EXTRACTED ENTRIES: Begin
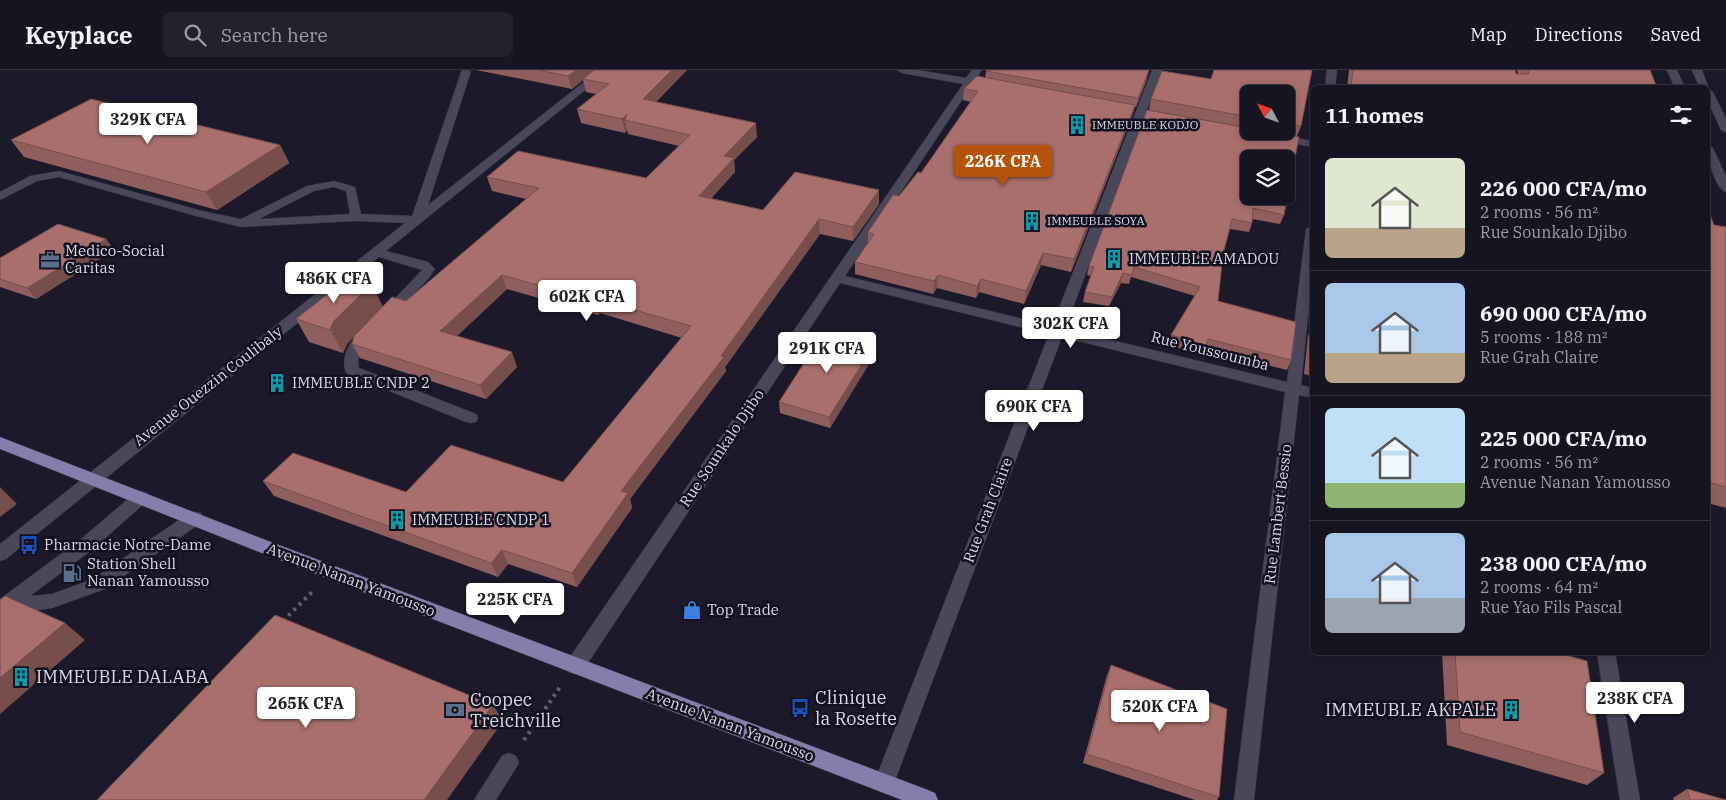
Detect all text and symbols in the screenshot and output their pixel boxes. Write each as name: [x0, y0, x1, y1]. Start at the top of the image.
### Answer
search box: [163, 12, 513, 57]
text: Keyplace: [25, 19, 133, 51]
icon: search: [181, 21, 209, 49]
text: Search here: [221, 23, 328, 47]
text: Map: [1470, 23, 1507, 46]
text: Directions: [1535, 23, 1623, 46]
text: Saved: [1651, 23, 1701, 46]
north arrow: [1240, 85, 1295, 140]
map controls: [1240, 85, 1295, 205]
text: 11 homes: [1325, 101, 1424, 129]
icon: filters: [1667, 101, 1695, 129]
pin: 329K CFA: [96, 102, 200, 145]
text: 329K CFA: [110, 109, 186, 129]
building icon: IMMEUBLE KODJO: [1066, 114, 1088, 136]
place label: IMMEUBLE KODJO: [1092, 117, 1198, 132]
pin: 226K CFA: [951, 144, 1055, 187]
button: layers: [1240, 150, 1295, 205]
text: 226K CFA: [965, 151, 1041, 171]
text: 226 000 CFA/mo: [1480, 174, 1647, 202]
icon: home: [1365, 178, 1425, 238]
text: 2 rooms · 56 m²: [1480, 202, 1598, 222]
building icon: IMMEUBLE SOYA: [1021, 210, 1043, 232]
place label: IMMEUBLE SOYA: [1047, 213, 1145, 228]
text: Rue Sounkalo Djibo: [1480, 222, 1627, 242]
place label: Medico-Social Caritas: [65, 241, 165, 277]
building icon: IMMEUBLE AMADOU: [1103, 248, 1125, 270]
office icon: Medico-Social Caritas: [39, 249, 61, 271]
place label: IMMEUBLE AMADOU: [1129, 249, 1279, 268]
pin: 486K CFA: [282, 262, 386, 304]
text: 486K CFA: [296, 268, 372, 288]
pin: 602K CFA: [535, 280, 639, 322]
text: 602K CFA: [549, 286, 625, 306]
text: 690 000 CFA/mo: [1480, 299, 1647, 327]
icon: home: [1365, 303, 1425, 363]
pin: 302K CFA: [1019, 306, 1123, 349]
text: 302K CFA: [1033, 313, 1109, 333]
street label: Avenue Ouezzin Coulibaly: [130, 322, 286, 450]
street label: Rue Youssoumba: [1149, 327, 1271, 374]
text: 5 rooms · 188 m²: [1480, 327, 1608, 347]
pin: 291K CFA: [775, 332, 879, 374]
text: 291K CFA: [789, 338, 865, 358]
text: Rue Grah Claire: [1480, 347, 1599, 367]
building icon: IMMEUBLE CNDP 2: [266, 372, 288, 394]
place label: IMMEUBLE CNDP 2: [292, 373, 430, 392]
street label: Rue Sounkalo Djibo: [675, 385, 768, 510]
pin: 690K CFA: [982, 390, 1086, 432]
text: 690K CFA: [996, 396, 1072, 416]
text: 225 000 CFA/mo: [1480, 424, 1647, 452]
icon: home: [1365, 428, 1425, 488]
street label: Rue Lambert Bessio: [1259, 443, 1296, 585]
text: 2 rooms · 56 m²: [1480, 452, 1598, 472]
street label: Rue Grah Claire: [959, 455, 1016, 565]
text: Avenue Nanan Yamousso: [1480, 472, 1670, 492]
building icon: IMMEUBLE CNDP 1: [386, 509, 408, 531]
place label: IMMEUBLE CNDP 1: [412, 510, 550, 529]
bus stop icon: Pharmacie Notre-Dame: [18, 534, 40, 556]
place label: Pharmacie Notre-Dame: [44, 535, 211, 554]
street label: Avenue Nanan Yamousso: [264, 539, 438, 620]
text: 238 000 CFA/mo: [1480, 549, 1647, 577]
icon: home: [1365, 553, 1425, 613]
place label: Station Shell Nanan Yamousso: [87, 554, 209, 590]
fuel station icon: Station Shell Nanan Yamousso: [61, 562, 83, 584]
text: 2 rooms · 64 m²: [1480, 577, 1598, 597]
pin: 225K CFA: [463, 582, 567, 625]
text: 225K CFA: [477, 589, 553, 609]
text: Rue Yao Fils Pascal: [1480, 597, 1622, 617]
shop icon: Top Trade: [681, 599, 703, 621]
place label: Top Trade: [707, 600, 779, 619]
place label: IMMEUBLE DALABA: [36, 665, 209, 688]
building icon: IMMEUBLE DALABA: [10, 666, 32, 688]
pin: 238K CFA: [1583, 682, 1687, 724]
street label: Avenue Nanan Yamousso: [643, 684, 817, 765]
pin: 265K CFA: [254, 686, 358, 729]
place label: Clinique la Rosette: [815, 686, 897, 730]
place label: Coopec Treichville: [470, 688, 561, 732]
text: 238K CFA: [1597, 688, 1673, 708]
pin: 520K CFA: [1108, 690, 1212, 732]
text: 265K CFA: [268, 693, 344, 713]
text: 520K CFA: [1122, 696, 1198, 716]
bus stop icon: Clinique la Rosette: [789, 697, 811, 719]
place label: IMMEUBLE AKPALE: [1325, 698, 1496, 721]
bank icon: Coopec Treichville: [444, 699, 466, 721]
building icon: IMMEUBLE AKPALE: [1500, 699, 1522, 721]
EXTRACTED ENTRIES: End
* **TASK REQUIREMENTS**: Set down all the entries above verbatim, and include none of the pictures.

* **RESPONSE TO THIS EXERCISE**:
Detect all text and symbols in the screenshot and output their pixel boxes. Write each as name: [x0, y0, x1, y1]. Start at the top of the image.
### Answer
search box: [163, 12, 513, 57]
text: Keyplace: [25, 19, 133, 51]
icon: search: [181, 21, 209, 49]
text: Search here: [221, 23, 328, 47]
text: Map: [1470, 23, 1507, 46]
text: Directions: [1535, 23, 1623, 46]
text: Saved: [1651, 23, 1701, 46]
north arrow: [1240, 85, 1295, 140]
map controls: [1240, 85, 1295, 205]
text: 11 homes: [1325, 101, 1424, 129]
icon: filters: [1667, 101, 1695, 129]
pin: 329K CFA: [96, 102, 200, 145]
text: 329K CFA: [110, 109, 186, 129]
building icon: IMMEUBLE KODJO: [1066, 114, 1088, 136]
place label: IMMEUBLE KODJO: [1092, 117, 1198, 132]
pin: 226K CFA: [951, 144, 1055, 187]
button: layers: [1240, 150, 1295, 205]
text: 226K CFA: [965, 151, 1041, 171]
text: 226 000 CFA/mo: [1480, 174, 1647, 202]
icon: home: [1365, 178, 1425, 238]
text: 2 rooms · 56 m²: [1480, 202, 1598, 222]
building icon: IMMEUBLE SOYA: [1021, 210, 1043, 232]
place label: IMMEUBLE SOYA: [1047, 213, 1145, 228]
text: Rue Sounkalo Djibo: [1480, 222, 1627, 242]
place label: Medico-Social Caritas: [65, 241, 165, 277]
building icon: IMMEUBLE AMADOU: [1103, 248, 1125, 270]
office icon: Medico-Social Caritas: [39, 249, 61, 271]
place label: IMMEUBLE AMADOU: [1129, 249, 1279, 268]
pin: 486K CFA: [282, 262, 386, 304]
text: 486K CFA: [296, 268, 372, 288]
pin: 602K CFA: [535, 280, 639, 322]
text: 602K CFA: [549, 286, 625, 306]
text: 690 000 CFA/mo: [1480, 299, 1647, 327]
icon: home: [1365, 303, 1425, 363]
pin: 302K CFA: [1019, 306, 1123, 349]
text: 302K CFA: [1033, 313, 1109, 333]
street label: Avenue Ouezzin Coulibaly: [130, 322, 286, 450]
street label: Rue Youssoumba: [1149, 327, 1271, 374]
text: 5 rooms · 188 m²: [1480, 327, 1608, 347]
pin: 291K CFA: [775, 332, 879, 374]
text: 291K CFA: [789, 338, 865, 358]
text: Rue Grah Claire: [1480, 347, 1599, 367]
building icon: IMMEUBLE CNDP 2: [266, 372, 288, 394]
place label: IMMEUBLE CNDP 2: [292, 373, 430, 392]
street label: Rue Sounkalo Djibo: [675, 385, 768, 510]
pin: 690K CFA: [982, 390, 1086, 432]
text: 690K CFA: [996, 396, 1072, 416]
text: 225 000 CFA/mo: [1480, 424, 1647, 452]
icon: home: [1365, 428, 1425, 488]
street label: Rue Lambert Bessio: [1259, 443, 1296, 585]
text: 2 rooms · 56 m²: [1480, 452, 1598, 472]
street label: Rue Grah Claire: [959, 455, 1016, 565]
text: Avenue Nanan Yamousso: [1480, 472, 1670, 492]
building icon: IMMEUBLE CNDP 1: [386, 509, 408, 531]
place label: IMMEUBLE CNDP 1: [412, 510, 550, 529]
bus stop icon: Pharmacie Notre-Dame: [18, 534, 40, 556]
place label: Pharmacie Notre-Dame: [44, 535, 211, 554]
street label: Avenue Nanan Yamousso: [264, 539, 438, 620]
text: 238 000 CFA/mo: [1480, 549, 1647, 577]
icon: home: [1365, 553, 1425, 613]
place label: Station Shell Nanan Yamousso: [87, 554, 209, 590]
fuel station icon: Station Shell Nanan Yamousso: [61, 562, 83, 584]
text: 2 rooms · 64 m²: [1480, 577, 1598, 597]
pin: 225K CFA: [463, 582, 567, 625]
text: 225K CFA: [477, 589, 553, 609]
text: Rue Yao Fils Pascal: [1480, 597, 1622, 617]
shop icon: Top Trade: [681, 599, 703, 621]
place label: Top Trade: [707, 600, 779, 619]
place label: IMMEUBLE DALABA: [36, 665, 209, 688]
building icon: IMMEUBLE DALABA: [10, 666, 32, 688]
pin: 238K CFA: [1583, 682, 1687, 724]
street label: Avenue Nanan Yamousso: [643, 684, 817, 765]
pin: 265K CFA: [254, 686, 358, 729]
place label: Clinique la Rosette: [815, 686, 897, 730]
place label: Coopec Treichville: [470, 688, 561, 732]
text: 238K CFA: [1597, 688, 1673, 708]
pin: 520K CFA: [1108, 690, 1212, 732]
text: 265K CFA: [268, 693, 344, 713]
text: 520K CFA: [1122, 696, 1198, 716]
bus stop icon: Clinique la Rosette: [789, 697, 811, 719]
place label: IMMEUBLE AKPALE: [1325, 698, 1496, 721]
bank icon: Coopec Treichville: [444, 699, 466, 721]
building icon: IMMEUBLE AKPALE: [1500, 699, 1522, 721]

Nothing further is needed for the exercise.